2. Pretty Woman – Usually, this sounds like a plot that every guy would enjoy: rich guy, pretty prostitute, etc. but somewhere in the middle, our hero turns out to have a heart and our girlfriend/wife just has to watch this movie over and over until we just can’t stand it anymore. Add in every other movie with Richard Gere and Julia Roberts, if you have seen one, you have seen them all.

3. The Notebook – I Never saw it. But I was told that it was the worst movie ever, and when I heard my wife, sister-in-law, and niece all loved it, well that was enough for me.

4. Any movie that has the words “Traveling Pants” or “Sisterhood” in it. There must be a reason why all men love Animal House, Caddyshack, and The Godfather. The same must be true for the Sisterhood of the Traveling Pants, Divine Secrets of the Ya Ya Sisterhood, and others. Women love them, men would rather spend a weekend doing their honey-do list.
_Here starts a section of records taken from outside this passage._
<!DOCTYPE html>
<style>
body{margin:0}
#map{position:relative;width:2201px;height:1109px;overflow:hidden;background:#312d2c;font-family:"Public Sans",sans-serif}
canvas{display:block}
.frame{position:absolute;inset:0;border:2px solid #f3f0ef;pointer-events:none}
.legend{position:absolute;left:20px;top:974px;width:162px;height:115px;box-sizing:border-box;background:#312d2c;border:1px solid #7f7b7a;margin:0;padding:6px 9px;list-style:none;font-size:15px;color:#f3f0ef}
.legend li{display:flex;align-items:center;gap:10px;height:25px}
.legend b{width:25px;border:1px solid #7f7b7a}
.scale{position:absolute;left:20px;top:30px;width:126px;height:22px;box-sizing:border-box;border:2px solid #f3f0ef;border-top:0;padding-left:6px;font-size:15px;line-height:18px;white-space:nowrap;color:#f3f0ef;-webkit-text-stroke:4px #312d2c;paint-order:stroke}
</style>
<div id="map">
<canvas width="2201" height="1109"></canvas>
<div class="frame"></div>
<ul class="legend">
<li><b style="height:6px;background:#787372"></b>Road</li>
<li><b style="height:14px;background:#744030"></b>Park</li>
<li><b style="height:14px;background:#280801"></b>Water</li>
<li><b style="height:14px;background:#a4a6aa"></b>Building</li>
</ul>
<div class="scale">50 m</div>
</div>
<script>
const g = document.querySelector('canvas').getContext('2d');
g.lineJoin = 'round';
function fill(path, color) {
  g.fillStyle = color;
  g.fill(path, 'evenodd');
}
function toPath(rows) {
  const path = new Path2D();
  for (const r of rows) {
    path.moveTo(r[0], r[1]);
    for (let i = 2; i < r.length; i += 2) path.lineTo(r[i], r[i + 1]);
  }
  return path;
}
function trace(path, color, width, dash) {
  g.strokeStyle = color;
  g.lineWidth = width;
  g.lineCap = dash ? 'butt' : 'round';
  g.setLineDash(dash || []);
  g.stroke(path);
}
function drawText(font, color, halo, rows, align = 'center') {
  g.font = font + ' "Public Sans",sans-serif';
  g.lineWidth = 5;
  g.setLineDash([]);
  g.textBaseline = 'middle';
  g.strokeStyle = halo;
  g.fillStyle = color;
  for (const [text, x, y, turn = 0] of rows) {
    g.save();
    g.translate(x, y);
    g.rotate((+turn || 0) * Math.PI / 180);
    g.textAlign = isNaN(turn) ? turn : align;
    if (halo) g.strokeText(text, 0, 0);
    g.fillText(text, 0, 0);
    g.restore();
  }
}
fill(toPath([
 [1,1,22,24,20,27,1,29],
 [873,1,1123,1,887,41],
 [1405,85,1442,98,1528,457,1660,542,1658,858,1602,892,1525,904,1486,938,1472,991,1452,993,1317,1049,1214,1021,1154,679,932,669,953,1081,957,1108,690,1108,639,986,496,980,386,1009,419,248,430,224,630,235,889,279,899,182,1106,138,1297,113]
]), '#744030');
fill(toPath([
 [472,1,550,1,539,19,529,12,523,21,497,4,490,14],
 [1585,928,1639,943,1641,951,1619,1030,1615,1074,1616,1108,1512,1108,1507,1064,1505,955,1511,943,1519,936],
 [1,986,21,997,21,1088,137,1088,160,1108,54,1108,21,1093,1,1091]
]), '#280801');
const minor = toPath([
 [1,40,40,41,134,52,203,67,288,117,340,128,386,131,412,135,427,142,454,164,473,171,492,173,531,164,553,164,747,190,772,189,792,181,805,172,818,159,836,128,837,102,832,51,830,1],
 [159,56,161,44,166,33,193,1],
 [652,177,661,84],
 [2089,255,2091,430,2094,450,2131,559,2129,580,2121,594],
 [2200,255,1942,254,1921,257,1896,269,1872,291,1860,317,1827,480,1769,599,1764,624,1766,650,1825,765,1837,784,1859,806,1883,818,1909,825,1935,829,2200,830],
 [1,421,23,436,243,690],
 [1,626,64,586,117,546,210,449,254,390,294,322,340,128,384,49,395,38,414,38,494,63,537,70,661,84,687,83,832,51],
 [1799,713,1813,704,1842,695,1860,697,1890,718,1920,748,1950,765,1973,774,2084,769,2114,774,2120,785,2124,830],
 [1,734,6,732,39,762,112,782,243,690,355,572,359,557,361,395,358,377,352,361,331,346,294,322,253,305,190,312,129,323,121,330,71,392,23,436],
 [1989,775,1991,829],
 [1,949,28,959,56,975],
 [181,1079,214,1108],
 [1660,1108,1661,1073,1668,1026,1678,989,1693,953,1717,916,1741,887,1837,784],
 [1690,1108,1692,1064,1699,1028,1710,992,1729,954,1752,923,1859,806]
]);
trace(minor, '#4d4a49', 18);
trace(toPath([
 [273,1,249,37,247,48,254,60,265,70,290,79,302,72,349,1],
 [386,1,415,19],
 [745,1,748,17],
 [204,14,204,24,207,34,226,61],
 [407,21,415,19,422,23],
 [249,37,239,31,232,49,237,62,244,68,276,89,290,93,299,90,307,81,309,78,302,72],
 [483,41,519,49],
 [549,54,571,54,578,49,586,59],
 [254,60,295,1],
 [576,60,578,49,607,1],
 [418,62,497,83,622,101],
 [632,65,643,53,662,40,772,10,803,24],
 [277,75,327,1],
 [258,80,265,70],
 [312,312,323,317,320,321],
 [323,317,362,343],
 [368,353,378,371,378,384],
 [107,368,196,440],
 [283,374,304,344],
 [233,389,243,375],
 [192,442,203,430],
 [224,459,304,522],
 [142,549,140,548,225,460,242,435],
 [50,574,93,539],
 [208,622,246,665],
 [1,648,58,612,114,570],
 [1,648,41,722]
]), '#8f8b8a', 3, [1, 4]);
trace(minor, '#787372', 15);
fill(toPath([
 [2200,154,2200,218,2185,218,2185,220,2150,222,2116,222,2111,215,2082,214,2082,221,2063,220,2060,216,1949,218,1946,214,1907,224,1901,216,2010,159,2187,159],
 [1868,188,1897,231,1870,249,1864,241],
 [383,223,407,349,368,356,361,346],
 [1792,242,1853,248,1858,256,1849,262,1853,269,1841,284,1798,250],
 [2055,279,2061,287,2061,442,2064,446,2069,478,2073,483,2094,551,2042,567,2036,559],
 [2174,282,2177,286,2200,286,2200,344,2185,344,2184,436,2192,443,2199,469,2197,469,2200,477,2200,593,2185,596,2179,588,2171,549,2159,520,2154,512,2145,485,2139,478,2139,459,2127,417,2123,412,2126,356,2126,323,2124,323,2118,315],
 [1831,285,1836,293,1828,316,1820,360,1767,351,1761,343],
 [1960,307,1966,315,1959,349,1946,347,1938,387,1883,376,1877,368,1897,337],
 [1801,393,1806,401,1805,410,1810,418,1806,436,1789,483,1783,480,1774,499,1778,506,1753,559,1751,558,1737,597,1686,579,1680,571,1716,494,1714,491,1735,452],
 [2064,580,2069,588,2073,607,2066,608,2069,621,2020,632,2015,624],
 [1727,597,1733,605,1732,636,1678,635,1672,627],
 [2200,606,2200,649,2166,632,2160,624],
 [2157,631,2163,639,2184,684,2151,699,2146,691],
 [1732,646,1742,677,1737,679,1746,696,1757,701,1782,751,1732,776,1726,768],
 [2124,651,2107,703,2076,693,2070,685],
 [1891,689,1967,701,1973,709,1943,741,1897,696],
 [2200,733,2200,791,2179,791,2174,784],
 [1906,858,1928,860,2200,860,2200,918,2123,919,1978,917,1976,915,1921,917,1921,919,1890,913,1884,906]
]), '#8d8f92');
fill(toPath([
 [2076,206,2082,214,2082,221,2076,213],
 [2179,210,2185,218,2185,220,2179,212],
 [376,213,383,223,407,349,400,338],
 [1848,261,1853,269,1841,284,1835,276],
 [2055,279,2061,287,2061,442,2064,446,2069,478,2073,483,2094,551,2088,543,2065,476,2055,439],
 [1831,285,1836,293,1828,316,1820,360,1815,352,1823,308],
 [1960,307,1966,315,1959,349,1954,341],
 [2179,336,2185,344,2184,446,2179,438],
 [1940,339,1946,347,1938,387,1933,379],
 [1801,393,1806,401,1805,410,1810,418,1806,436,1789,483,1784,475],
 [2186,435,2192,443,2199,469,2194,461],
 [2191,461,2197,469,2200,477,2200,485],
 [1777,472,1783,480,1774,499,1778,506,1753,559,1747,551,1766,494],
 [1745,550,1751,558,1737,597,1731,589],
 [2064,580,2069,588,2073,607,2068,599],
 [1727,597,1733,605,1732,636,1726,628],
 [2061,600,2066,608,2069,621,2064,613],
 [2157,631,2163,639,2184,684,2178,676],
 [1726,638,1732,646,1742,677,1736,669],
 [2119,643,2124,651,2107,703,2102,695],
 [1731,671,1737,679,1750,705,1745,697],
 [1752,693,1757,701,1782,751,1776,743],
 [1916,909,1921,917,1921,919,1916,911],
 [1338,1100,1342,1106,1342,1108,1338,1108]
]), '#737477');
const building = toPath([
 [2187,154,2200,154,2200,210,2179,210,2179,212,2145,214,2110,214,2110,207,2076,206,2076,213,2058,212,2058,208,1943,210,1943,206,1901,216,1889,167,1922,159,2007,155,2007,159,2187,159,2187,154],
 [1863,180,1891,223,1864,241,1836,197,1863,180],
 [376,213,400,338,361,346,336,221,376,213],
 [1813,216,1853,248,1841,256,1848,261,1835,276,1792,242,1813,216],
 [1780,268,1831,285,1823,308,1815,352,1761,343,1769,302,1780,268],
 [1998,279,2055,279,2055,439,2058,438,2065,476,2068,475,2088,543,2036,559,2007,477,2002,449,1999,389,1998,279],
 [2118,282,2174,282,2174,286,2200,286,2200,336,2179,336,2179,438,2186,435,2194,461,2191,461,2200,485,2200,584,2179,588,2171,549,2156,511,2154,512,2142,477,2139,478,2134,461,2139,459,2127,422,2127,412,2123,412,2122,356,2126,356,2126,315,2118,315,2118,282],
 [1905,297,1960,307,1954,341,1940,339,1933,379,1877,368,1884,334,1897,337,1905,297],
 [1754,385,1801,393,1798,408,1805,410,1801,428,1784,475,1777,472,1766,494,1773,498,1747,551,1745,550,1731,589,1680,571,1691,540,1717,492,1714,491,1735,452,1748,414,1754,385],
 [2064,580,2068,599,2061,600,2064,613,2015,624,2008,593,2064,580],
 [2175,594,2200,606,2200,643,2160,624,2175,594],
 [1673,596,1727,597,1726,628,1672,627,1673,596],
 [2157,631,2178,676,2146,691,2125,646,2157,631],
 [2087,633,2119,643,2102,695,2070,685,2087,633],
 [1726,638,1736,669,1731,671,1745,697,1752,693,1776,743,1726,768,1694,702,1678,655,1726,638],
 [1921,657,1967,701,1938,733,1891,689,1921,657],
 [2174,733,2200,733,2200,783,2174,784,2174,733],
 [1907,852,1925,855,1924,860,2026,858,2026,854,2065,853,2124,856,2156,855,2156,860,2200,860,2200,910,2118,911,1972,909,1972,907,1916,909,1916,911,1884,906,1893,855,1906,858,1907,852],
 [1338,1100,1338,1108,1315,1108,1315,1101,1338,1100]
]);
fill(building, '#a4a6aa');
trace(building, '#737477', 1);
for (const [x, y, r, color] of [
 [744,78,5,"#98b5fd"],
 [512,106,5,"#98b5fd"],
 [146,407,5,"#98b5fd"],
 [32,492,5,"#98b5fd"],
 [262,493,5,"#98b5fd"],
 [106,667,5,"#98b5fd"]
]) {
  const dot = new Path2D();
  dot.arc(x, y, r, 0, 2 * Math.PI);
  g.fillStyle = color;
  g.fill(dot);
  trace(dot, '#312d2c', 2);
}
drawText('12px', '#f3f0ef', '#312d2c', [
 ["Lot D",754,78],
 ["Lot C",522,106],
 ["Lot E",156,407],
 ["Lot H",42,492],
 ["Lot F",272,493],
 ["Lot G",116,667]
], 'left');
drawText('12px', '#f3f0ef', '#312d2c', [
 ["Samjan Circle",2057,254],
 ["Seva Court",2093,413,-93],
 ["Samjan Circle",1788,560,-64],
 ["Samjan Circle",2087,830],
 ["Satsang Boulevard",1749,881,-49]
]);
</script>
5. Gone With The Wind – I know it is one of the greatest movies of all time. It was just way too long. We are men, we have tiny little brains, and we don’t have any kind of attention span that is longer than it takes to complete a football game.

6. Steel Magnolias – Too much drama, too many issues, and too much crying. Yes, I did actually watch this movie, and although I liked Olympia Dukakis and Shirley MacLaine going at each other, I would rather have watched “Honey, I  Shrunk The Kids” which came out at the same time.

7. Grease / Dirty Dancing – Two separate movies, but same affect. We don’t like to dance. We look stupid doing it. If it wasn’t for slow songs, we may never know what a dance floor feels like. That is reason enough, but I will throw in this for good measure: No one puts Baby in a corner. Nice hair Swayze.

8. Breakfast at Tiffany’s – Another exploitation movie to increase sales of jewelry and brainwash men into spending their hard earned money on a “little blue box”.

9. On Golden Pond – Oh Norman, Please spare me this one. Superb actors and actresses, I will give you that but it fails in comparison to Porky’s (I, II or III).

10. Ghost – Enough with your love affair with Patrick Swayze. I liked him too in Road House when he was beating up everyone. I just can’t promote any movie that tries to make you cry with a line like “Ditto”.

That’s my list. I hope it did not offend anyone, that was not the goal of this exercise. I only do this to entertain. To show I am not the chauvinist pig you think I am, I will watch either Rudy or Brians Song this week to get in touch with my sensitive side. Then I will watch Mad Max to even things out again. Have a great week. See you at the movies!